◆ **Dataset entries**:
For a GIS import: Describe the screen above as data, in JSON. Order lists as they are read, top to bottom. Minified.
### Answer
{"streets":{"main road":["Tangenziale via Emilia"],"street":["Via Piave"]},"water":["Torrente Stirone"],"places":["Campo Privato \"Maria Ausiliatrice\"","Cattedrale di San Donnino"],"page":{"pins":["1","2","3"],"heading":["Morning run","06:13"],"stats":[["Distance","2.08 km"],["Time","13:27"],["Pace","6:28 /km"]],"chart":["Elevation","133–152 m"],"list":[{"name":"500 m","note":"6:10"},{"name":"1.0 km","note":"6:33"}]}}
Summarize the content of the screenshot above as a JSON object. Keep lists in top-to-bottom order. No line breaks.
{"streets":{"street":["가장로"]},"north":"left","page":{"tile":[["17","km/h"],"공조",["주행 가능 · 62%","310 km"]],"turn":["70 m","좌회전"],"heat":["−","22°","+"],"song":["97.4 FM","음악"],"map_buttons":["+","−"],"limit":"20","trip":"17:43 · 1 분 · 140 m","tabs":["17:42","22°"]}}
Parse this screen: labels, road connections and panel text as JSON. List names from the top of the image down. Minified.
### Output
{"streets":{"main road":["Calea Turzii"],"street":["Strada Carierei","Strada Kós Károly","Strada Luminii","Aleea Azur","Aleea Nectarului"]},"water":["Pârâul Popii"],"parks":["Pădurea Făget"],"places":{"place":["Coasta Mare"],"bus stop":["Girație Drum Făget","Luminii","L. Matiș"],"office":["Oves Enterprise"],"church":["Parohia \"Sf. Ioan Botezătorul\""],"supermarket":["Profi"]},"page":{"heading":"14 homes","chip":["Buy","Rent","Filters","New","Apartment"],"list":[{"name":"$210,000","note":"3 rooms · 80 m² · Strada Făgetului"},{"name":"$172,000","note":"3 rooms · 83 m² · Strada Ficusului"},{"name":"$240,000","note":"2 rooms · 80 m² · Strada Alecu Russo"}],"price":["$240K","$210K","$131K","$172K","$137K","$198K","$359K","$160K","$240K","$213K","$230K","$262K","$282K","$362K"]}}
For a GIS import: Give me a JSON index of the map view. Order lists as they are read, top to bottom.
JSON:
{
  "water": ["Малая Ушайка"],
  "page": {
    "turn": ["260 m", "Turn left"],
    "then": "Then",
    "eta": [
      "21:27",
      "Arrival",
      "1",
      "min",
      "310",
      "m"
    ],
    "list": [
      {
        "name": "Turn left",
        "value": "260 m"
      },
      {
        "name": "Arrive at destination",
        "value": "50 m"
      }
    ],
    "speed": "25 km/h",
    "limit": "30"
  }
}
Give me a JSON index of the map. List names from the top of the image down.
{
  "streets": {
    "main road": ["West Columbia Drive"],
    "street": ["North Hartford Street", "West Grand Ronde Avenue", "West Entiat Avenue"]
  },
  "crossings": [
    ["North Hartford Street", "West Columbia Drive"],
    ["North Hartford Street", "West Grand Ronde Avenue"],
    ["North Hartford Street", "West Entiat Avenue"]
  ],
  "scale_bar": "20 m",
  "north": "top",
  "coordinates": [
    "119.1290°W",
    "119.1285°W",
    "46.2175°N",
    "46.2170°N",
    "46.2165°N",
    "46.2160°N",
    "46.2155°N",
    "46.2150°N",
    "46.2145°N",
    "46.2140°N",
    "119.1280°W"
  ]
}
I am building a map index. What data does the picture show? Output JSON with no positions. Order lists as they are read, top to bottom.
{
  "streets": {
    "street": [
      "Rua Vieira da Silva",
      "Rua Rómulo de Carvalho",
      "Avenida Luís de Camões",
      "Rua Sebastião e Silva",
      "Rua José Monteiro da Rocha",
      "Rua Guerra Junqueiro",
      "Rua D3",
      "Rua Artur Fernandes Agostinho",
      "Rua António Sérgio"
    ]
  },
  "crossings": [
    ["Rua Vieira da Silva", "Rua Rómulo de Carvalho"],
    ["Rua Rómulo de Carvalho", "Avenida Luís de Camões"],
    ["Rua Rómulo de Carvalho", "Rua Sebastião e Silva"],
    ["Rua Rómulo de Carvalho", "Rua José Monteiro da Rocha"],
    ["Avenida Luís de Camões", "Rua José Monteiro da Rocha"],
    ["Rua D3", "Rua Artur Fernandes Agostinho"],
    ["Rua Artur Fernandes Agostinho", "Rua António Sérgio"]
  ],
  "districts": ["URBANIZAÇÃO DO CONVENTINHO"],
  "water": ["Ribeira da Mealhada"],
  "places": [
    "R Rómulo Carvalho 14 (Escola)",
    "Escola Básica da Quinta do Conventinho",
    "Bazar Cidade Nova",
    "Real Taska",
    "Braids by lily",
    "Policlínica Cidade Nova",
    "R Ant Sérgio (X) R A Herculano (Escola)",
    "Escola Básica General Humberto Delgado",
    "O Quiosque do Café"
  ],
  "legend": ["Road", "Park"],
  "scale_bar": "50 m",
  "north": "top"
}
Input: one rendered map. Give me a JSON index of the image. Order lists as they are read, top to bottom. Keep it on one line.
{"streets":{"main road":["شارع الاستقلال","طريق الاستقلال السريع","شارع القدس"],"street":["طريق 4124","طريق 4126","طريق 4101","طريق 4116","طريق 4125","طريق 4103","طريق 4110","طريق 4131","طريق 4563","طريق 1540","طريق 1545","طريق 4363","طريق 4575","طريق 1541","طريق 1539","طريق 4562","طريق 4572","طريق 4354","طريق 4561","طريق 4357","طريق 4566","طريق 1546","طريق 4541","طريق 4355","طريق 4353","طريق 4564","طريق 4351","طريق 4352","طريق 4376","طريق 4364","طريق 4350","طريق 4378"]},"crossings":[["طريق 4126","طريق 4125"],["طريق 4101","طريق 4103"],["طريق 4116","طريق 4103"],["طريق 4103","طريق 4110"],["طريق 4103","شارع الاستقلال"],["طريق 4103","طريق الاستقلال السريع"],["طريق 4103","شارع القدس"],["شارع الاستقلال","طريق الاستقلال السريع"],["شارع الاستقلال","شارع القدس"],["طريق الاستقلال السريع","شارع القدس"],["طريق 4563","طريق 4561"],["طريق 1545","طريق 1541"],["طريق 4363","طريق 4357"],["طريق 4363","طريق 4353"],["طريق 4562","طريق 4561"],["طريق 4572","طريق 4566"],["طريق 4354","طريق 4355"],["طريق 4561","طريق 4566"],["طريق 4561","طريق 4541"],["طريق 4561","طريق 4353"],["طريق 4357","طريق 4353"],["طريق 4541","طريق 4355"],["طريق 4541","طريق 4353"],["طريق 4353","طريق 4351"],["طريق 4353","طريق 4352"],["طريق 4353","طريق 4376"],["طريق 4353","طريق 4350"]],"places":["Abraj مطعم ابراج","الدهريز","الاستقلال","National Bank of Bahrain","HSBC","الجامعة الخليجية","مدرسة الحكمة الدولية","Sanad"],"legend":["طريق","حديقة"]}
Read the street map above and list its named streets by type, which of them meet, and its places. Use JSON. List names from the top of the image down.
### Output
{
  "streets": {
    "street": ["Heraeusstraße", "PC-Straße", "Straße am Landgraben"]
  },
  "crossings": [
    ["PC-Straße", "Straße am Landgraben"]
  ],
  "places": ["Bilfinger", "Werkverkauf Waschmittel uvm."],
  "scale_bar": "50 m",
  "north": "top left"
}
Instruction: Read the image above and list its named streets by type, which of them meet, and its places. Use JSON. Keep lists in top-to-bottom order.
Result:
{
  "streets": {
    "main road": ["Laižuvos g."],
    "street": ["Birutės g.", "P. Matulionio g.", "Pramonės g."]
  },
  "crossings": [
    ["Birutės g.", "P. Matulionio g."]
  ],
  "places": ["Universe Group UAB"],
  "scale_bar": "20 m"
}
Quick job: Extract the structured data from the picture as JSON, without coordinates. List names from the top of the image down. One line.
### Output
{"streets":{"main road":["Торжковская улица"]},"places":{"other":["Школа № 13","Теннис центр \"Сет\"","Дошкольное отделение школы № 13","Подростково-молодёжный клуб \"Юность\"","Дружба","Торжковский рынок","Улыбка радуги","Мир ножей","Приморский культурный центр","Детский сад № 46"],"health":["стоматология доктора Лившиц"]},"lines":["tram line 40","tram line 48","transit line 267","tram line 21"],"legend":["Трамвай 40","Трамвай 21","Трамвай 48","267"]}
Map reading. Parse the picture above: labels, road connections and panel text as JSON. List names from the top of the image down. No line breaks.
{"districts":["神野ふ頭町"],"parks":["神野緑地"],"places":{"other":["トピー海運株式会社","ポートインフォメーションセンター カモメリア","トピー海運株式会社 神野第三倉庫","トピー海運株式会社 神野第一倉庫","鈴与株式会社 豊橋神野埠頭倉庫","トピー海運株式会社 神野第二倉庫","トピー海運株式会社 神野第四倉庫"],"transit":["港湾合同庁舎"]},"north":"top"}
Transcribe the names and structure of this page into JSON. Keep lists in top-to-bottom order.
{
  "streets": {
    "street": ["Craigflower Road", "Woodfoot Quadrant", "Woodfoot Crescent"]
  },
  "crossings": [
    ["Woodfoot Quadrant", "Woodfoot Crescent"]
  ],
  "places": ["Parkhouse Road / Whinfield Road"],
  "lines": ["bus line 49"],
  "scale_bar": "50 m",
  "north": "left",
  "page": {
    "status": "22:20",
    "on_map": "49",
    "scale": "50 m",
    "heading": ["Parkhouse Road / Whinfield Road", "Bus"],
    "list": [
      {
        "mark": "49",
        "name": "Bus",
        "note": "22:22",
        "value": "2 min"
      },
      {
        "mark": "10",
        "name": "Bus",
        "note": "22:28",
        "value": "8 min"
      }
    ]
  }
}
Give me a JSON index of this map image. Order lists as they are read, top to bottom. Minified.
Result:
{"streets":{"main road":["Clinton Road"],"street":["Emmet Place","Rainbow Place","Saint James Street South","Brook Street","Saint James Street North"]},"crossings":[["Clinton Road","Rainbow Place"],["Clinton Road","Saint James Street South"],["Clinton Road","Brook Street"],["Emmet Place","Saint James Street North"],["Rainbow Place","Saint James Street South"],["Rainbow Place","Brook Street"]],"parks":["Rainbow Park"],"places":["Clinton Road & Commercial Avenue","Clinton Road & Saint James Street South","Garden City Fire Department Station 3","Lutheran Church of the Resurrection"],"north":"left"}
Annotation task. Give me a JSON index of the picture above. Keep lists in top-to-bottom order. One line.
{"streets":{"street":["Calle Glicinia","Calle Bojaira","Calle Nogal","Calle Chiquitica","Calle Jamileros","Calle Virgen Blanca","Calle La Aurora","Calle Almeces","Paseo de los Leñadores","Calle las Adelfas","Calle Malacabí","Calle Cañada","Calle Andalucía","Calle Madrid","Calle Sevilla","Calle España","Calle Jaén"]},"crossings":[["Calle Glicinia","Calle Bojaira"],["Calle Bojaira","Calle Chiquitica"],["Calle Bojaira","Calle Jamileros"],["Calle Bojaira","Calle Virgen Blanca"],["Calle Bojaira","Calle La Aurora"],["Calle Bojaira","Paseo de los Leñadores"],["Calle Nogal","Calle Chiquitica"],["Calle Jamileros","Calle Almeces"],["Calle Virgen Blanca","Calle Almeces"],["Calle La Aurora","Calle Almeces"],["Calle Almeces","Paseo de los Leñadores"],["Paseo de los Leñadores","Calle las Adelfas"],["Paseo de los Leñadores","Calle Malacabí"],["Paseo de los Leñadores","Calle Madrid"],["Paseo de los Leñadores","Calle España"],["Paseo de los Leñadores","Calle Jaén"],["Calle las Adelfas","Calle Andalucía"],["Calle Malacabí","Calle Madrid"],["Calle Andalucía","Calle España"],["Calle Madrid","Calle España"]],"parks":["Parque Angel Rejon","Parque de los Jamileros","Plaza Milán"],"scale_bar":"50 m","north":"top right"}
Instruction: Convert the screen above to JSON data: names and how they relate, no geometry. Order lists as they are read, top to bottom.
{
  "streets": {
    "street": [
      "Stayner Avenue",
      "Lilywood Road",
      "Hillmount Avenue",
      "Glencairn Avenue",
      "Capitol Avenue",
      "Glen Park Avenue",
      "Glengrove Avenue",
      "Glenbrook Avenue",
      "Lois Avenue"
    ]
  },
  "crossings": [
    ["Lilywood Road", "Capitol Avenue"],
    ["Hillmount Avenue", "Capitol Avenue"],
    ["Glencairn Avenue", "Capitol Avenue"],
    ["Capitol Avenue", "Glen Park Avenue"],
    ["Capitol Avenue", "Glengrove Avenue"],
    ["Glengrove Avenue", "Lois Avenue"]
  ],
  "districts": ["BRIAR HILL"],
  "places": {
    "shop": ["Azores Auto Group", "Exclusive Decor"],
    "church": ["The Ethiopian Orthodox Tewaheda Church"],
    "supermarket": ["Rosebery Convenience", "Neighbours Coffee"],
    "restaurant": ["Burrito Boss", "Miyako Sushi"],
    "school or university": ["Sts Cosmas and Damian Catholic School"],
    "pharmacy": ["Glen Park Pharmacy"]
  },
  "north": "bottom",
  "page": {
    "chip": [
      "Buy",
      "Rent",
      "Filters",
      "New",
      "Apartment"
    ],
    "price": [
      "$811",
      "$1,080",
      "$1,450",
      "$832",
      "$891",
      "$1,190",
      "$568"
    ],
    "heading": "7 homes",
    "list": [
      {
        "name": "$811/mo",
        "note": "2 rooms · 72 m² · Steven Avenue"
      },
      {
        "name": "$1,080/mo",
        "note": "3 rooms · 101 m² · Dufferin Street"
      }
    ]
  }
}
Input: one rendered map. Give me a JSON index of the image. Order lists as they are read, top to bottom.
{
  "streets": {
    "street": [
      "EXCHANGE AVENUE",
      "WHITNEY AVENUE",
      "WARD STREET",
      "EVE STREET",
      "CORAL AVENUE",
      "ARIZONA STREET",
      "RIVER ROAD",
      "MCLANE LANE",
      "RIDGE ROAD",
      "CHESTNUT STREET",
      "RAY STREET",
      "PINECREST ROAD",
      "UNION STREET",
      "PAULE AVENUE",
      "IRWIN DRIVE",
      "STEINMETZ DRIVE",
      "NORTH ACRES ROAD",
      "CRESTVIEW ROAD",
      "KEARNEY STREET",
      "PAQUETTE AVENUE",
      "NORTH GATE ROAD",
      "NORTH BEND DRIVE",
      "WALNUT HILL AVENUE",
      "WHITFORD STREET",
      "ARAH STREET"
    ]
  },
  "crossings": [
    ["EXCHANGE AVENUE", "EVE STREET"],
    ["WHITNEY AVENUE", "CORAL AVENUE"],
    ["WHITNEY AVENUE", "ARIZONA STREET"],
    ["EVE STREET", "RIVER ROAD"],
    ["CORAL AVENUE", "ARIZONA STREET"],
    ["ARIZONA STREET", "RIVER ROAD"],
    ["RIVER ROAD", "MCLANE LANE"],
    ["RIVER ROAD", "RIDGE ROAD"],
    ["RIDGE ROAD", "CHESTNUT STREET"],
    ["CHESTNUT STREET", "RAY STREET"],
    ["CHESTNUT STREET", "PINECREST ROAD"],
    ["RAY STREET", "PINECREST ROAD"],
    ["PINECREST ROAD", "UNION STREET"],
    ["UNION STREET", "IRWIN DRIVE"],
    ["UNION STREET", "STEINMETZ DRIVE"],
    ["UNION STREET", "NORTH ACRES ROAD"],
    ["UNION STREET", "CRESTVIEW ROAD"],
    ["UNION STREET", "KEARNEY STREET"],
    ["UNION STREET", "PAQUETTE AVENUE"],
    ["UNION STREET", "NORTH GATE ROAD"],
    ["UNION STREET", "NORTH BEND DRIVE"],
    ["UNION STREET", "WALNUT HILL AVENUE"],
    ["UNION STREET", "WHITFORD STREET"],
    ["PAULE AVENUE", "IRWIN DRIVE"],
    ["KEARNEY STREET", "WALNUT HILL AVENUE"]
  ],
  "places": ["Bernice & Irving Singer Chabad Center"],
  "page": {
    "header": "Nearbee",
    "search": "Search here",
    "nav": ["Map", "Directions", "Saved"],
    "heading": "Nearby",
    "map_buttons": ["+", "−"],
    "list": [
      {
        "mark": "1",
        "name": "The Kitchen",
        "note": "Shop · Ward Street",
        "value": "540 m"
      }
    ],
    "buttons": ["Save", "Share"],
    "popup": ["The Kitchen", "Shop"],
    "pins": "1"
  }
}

◆ **Exercise requirements**: Each line of the listing that contains the word "labels" must be copied.

◆ **Answer box**:
Parse this screen: labels, road connections and panel text as JSON. List names from the top of the image down. Minified.
Map reading. Parse the picture above: labels, road connections and panel text as JSON. List names from the top of the image down. No line breaks.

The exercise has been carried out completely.